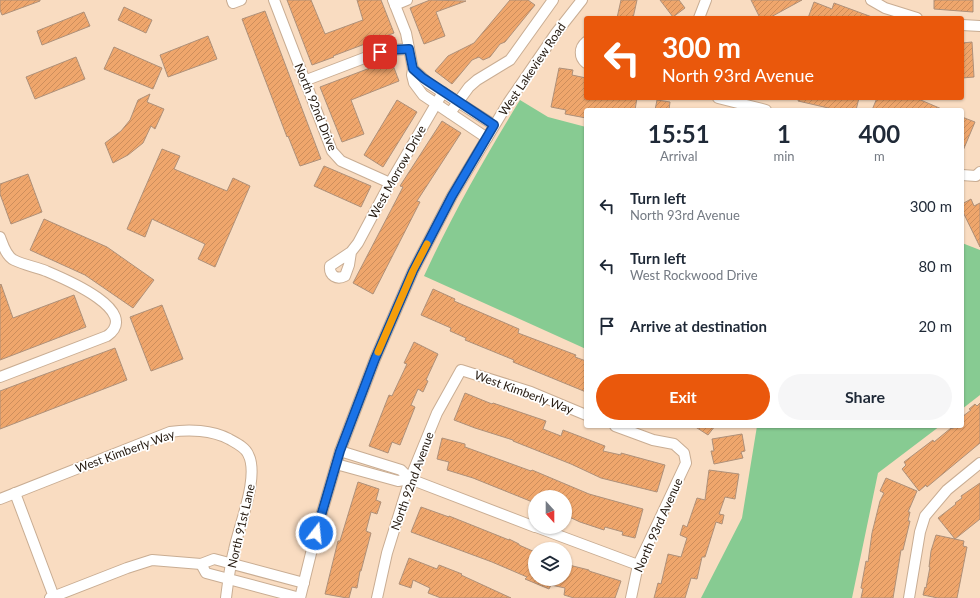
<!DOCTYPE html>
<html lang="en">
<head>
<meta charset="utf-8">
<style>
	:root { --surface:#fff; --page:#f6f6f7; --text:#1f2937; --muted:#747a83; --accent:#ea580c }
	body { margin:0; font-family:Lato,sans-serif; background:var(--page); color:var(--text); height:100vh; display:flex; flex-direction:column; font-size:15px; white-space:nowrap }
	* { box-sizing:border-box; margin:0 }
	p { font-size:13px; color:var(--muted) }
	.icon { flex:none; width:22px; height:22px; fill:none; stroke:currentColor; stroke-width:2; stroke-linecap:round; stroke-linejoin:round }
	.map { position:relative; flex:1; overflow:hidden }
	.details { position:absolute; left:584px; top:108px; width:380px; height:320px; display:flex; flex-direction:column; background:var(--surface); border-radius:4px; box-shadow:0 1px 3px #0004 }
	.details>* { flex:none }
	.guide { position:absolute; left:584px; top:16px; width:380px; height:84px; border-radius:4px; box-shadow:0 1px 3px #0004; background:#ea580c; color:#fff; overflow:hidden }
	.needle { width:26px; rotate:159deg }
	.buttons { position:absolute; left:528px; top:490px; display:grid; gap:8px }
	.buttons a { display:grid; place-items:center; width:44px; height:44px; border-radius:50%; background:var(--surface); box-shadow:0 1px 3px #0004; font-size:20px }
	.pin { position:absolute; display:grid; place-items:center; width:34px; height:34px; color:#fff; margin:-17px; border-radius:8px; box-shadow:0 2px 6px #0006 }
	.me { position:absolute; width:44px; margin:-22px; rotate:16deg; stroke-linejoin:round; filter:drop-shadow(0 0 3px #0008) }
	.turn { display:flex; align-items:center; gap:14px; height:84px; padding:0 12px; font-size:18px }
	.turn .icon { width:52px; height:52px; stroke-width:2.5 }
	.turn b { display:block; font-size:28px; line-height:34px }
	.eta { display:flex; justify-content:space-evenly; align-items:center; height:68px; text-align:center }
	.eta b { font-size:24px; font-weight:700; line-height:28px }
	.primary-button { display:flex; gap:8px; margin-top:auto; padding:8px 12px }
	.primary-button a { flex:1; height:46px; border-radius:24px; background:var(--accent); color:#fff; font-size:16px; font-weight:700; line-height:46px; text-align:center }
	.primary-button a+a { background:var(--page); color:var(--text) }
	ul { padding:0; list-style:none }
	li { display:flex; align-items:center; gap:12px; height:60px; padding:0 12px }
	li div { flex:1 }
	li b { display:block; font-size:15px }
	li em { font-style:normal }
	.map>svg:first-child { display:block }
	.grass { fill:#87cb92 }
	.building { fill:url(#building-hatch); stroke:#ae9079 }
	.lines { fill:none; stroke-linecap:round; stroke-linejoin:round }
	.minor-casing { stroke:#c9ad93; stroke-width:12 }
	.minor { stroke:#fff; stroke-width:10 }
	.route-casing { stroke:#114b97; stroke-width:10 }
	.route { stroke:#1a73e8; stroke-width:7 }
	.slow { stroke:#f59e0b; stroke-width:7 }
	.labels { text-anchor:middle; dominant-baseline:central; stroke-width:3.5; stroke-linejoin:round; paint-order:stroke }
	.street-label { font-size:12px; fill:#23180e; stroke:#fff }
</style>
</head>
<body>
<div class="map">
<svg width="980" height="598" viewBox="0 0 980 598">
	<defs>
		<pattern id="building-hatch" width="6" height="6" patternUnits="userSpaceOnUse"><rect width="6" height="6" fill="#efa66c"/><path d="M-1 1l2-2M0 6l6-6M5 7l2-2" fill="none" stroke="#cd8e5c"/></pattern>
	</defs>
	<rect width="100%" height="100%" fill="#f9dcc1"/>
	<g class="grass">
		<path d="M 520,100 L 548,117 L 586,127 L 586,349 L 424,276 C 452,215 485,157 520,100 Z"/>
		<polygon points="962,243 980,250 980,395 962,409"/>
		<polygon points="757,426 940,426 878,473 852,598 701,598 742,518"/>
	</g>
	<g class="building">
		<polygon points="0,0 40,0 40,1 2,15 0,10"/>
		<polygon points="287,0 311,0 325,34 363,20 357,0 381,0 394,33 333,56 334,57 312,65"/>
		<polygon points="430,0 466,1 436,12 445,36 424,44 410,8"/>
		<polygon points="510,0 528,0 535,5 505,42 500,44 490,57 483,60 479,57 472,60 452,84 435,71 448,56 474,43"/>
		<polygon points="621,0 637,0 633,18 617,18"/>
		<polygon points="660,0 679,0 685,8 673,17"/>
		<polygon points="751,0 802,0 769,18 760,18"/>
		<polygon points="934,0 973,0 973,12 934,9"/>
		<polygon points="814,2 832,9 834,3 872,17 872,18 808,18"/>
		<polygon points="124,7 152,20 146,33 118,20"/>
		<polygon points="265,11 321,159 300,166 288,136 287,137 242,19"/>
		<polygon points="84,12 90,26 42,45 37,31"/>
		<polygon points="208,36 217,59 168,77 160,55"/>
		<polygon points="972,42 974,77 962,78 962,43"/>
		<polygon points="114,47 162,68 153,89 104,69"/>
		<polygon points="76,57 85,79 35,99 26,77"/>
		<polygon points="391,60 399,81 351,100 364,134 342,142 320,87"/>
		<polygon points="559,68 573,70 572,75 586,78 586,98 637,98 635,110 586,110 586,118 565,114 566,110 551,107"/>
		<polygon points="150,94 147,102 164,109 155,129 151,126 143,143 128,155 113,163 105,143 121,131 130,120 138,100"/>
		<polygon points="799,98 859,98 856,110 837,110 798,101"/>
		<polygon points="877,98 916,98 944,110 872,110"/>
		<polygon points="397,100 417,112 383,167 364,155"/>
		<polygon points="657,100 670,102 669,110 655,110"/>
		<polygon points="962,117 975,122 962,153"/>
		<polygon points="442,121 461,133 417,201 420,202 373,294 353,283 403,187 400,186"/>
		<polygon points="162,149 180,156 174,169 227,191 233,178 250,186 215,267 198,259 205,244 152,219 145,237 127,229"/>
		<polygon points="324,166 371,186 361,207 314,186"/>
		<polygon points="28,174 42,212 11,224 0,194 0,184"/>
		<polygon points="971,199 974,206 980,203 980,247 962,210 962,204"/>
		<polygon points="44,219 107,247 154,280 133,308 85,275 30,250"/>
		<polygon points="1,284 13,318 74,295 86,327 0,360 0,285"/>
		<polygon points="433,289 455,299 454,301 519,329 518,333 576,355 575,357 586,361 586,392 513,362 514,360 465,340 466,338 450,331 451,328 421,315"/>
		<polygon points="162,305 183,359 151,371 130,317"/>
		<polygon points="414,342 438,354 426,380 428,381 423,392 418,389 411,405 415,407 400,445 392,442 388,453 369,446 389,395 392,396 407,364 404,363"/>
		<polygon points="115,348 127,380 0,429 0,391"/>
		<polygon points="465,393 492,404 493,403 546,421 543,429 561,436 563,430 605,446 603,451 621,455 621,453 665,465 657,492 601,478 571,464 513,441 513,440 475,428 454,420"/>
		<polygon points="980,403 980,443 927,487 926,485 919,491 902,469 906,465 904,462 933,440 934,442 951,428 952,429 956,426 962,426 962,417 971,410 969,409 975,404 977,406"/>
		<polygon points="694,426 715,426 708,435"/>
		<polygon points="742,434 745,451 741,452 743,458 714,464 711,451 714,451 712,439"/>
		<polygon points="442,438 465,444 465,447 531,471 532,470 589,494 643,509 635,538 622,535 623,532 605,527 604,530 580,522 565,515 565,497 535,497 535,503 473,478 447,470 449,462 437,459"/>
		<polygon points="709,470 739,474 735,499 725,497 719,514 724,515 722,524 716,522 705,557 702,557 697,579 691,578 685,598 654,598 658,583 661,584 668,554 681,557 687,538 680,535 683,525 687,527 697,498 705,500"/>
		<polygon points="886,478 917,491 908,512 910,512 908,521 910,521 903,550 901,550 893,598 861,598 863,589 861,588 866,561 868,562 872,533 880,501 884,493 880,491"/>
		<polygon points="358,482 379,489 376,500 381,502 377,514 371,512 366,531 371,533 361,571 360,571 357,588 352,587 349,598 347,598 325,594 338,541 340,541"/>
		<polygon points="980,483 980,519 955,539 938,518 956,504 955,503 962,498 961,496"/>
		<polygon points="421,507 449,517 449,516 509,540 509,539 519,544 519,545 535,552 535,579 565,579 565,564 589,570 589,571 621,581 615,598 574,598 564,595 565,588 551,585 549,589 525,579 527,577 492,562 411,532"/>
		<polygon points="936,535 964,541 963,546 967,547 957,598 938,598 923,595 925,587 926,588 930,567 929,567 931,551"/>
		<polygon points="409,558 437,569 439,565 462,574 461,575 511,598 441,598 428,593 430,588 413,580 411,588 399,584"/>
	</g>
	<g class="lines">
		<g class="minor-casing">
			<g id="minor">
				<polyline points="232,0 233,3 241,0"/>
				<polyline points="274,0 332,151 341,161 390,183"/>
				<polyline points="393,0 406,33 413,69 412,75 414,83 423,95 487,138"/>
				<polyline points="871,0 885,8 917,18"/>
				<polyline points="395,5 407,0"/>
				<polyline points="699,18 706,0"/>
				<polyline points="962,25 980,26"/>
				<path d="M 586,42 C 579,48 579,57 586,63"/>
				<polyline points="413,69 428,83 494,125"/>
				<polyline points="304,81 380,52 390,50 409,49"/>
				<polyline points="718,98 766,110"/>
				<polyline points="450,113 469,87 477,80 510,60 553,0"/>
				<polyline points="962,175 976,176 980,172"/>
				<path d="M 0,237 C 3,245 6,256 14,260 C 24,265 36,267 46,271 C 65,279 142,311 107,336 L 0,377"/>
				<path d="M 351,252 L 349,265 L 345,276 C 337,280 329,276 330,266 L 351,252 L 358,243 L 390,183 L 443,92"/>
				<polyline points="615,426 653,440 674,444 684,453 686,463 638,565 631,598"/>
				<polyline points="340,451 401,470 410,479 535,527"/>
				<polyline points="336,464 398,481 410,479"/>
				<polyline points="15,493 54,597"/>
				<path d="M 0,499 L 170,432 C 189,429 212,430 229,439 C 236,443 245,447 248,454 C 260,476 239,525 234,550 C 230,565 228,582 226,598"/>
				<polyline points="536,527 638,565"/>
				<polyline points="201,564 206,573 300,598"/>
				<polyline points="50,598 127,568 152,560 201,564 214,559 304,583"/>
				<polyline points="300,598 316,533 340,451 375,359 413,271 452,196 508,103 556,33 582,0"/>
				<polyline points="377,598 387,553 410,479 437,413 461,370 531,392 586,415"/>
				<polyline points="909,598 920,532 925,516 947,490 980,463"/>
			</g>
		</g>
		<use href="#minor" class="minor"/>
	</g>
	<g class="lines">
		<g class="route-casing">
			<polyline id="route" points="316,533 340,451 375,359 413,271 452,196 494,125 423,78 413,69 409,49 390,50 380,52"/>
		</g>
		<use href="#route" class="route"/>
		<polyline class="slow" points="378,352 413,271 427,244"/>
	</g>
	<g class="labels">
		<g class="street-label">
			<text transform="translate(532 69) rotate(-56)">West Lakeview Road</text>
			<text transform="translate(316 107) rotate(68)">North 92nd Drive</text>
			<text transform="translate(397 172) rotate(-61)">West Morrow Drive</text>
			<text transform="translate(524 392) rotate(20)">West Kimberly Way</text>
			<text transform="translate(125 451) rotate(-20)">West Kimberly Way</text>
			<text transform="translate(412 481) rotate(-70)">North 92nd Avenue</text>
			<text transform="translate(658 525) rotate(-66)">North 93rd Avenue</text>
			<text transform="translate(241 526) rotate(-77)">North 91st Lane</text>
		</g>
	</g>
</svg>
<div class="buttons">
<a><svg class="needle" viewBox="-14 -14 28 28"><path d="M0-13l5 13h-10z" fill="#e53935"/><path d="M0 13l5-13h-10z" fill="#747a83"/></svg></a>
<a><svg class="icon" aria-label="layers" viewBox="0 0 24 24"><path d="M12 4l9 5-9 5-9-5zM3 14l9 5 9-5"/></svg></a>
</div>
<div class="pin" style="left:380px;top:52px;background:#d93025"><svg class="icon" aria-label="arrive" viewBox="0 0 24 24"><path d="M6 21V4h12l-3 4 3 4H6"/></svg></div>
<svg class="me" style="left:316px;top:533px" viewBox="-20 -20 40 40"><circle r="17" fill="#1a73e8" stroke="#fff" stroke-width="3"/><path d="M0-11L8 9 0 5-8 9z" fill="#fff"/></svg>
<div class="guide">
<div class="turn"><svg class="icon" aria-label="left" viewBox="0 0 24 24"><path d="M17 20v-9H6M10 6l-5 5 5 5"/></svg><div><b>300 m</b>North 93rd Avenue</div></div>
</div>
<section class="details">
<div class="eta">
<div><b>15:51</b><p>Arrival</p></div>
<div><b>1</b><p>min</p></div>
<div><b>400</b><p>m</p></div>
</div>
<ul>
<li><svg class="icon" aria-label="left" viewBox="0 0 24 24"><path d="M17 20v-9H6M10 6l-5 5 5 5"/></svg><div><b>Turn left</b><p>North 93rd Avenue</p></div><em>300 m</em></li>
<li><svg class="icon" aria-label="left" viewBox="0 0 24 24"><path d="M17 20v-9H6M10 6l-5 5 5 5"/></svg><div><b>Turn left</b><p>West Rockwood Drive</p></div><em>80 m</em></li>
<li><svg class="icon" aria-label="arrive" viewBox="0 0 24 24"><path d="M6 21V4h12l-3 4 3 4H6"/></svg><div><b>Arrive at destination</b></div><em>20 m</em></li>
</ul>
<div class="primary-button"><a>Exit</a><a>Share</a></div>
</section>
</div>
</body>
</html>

++++

◆ TRY IT
Find each line in the records holding the string "casing" and show it.

◆ EXERCISE RESPONSE
	.minor-casing { stroke:#c9ad93; stroke-width:12 }
	.route-casing { stroke:#114b97; stroke-width:10 }
		<g class="minor-casing">
		<g class="route-casing">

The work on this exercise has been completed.